Start of Block
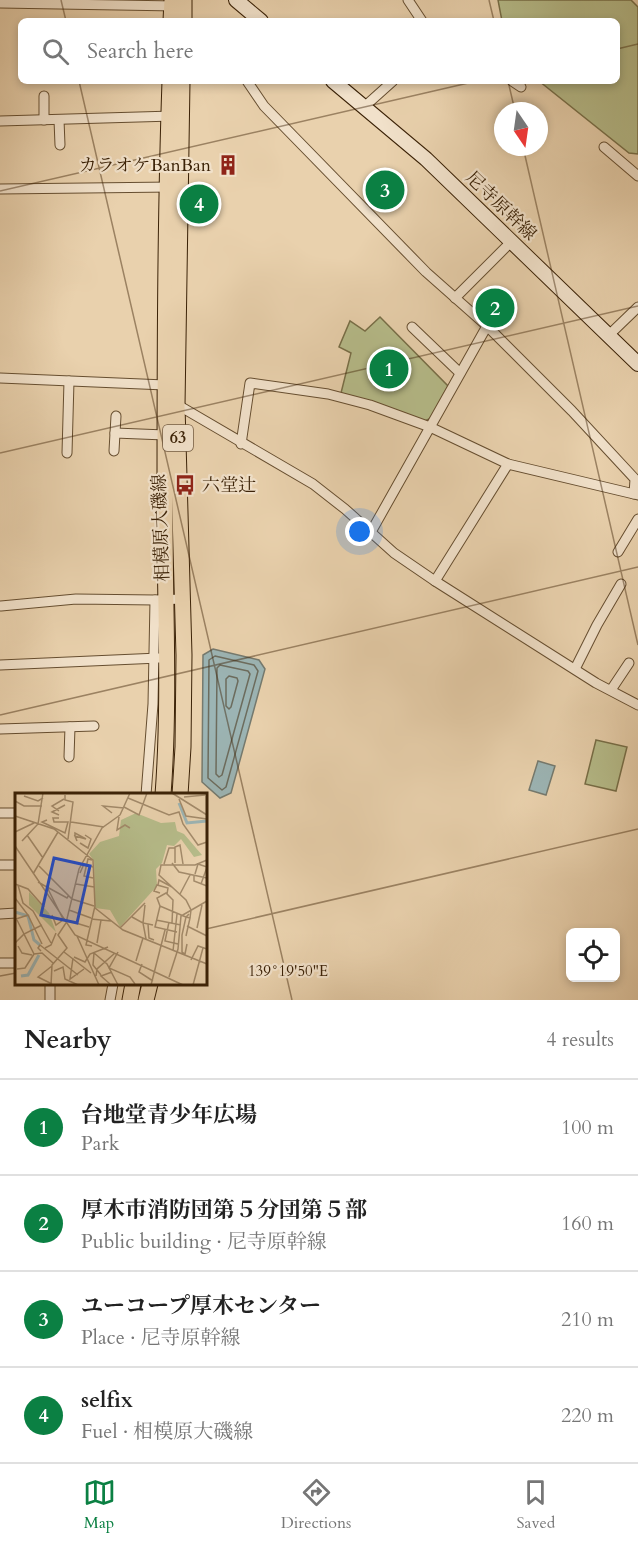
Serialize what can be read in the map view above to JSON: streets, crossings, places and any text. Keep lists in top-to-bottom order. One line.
{"streets":{"main road":["63","相模原大磯線"],"street":["尼寺原幹線"]},"places":{"building":["カラオケBanBan"],"bus stop":["六堂辻"]},"north":"bottom","page":{"search":"Search here","pins":["3","4","2","1"],"heading":["Nearby","4 results"],"list":[{"mark":"1","name":"台地堂青少年広場","note":"Park","value":"100 m"},{"mark":"2","name":"厚木市消防団第５分団第５部","note":"Public building · 尼寺原幹線","value":"160 m"},{"mark":"3","name":"ユーコープ厚木センター","note":"Place · 尼寺原幹線","value":"210 m"},{"mark":"4","name":"selfix","note":"Fuel · 相模原大磯線","value":"220 m"}],"nav":["Map","Directions","Saved"]},"coordinates":["139°19'50\"E"]}
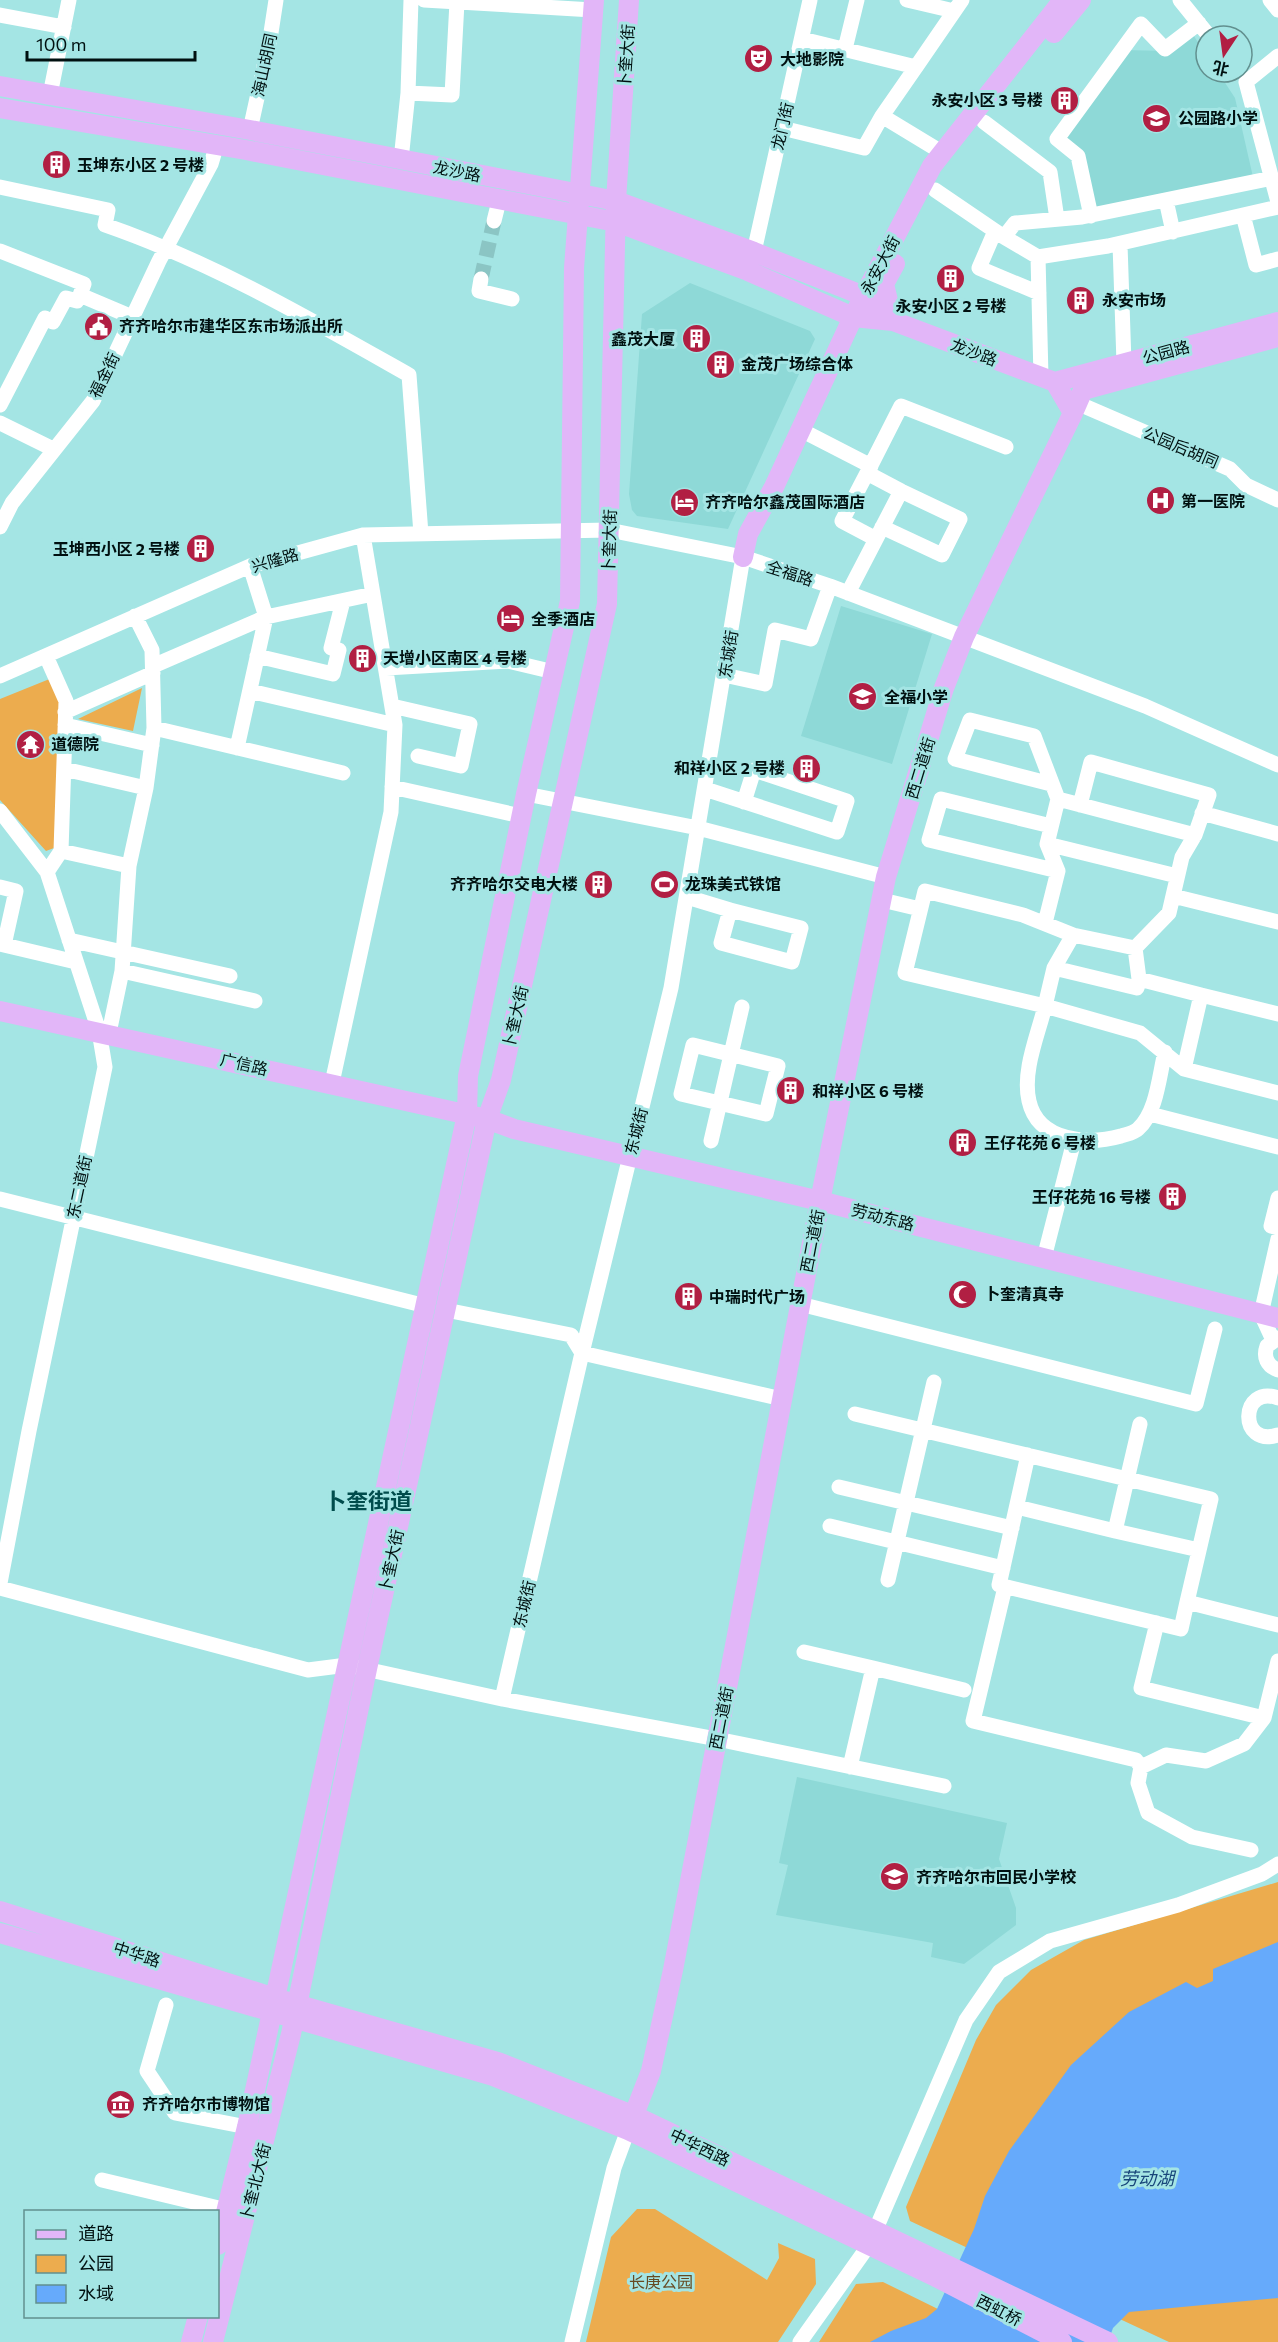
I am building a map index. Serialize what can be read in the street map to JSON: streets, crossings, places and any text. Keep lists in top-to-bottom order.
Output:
{
  "streets": {
    "main road": [
      "卜奎大街",
      "龙沙路",
      "永安大街",
      "公园路",
      "西二道街",
      "广信路",
      "劳动东路",
      "中华路",
      "中华西路",
      "卜奎北大街",
      "西虹桥"
    ],
    "street": [
      "海山胡同",
      "龙门街",
      "福金街",
      "公园后胡同",
      "兴隆路",
      "全福路",
      "东城街",
      "东二道街"
    ]
  },
  "crossings": [
    ["卜奎大街", "龙沙路"],
    ["卜奎大街", "兴隆路"],
    ["卜奎大街", "全福路"],
    ["卜奎大街", "广信路"],
    ["卜奎大街", "劳动东路"],
    ["卜奎大街", "中华路"],
    ["卜奎大街", "中华西路"],
    ["卜奎大街", "卜奎北大街"],
    ["海山胡同", "龙沙路"],
    ["龙门街", "龙沙路"],
    ["龙沙路", "永安大街"],
    ["龙沙路", "公园路"],
    ["龙沙路", "福金街"],
    ["永安大街", "全福路"],
    ["永安大街", "东城街"],
    ["公园路", "公园后胡同"],
    ["公园路", "西二道街"],
    ["公园后胡同", "西二道街"],
    ["兴隆路", "全福路"],
    ["全福路", "东城街"],
    ["全福路", "西二道街"],
    ["东城街", "劳动东路"],
    ["西二道街", "劳动东路"],
    ["西二道街", "中华西路"],
    ["广信路", "东二道街"],
    ["广信路", "劳动东路"],
    ["中华路", "中华西路"],
    ["中华路", "卜奎北大街"],
    ["中华西路", "卜奎北大街"],
    ["中华西路", "西虹桥"]
  ],
  "districts": ["卜奎街道"],
  "water": ["劳动湖"],
  "parks": ["长庚公园"],
  "places": {
    "theatre": ["大地影院"],
    "building": [
      "永安小区 3 号楼",
      "玉坤东小区 2 号楼",
      "永安小区 2 号楼",
      "永安市场",
      "鑫茂大厦",
      "金茂广场综合体",
      "玉坤西小区 2 号楼",
      "天增小区南区 4 号楼",
      "和祥小区 2 号楼",
      "齐齐哈尔交电大楼",
      "和祥小区 6 号楼",
      "王仔花苑 6 号楼",
      "王仔花苑 16 号楼",
      "中瑞时代广场"
    ],
    "school or university": ["公园路小学", "全福小学", "齐齐哈尔市回民小学校"],
    "public building": ["齐齐哈尔市建华区东市场派出所"],
    "hospital": ["第一医院"],
    "hotel": ["齐齐哈尔鑫茂国际酒店", "全季酒店"],
    "temple": ["道德院"],
    "sports": ["龙珠美式铁馆"],
    "mosque": ["卜奎清真寺"],
    "museum": ["齐齐哈尔市博物馆"]
  },
  "legend": ["道路", "公园", "水域"],
  "scale_bar": "100 m",
  "north": "bottom"
}
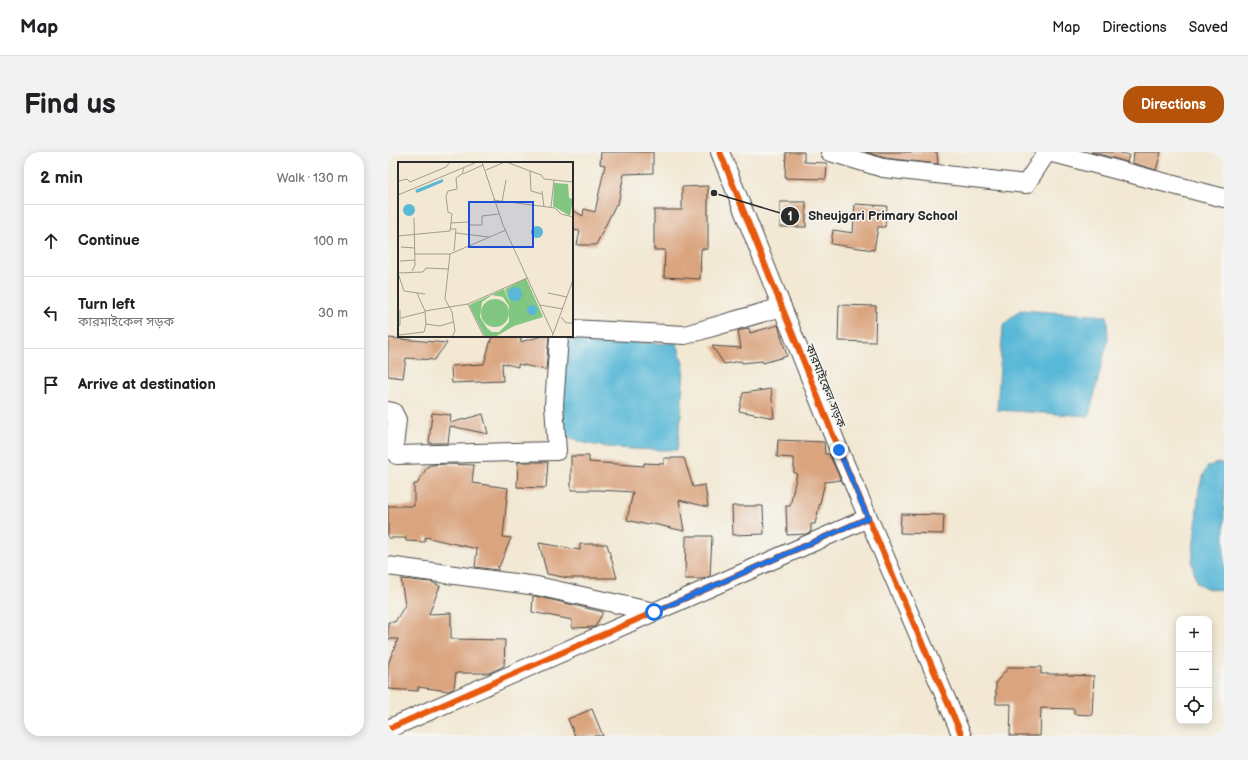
End of Block
- [WHAT TO DO]: Could you reproduce exactly the lines from the first line of the listing through the line containing "I am building", both included, with pictures left out?

- [ANSWER]:
Serialize what can be read in the map view above to JSON: streets, crossings, places and any text. Keep lists in top-to-bottom order. One line.
{"streets":{"main road":["63","相模原大磯線"],"street":["尼寺原幹線"]},"places":{"building":["カラオケBanBan"],"bus stop":["六堂辻"]},"north":"bottom","page":{"search":"Search here","pins":["3","4","2","1"],"heading":["Nearby","4 results"],"list":[{"mark":"1","name":"台地堂青少年広場","note":"Park","value":"100 m"},{"mark":"2","name":"厚木市消防団第５分団第５部","note":"Public building · 尼寺原幹線","value":"160 m"},{"mark":"3","name":"ユーコープ厚木センター","note":"Place · 尼寺原幹線","value":"210 m"},{"mark":"4","name":"selfix","note":"Fuel · 相模原大磯線","value":"220 m"}],"nav":["Map","Directions","Saved"]},"coordinates":["139°19'50\"E"]}
I am building a map index. Serialize what can be read in the street map to JSON: streets, crossings, places and any text. Keep lists in top-to-bottom order.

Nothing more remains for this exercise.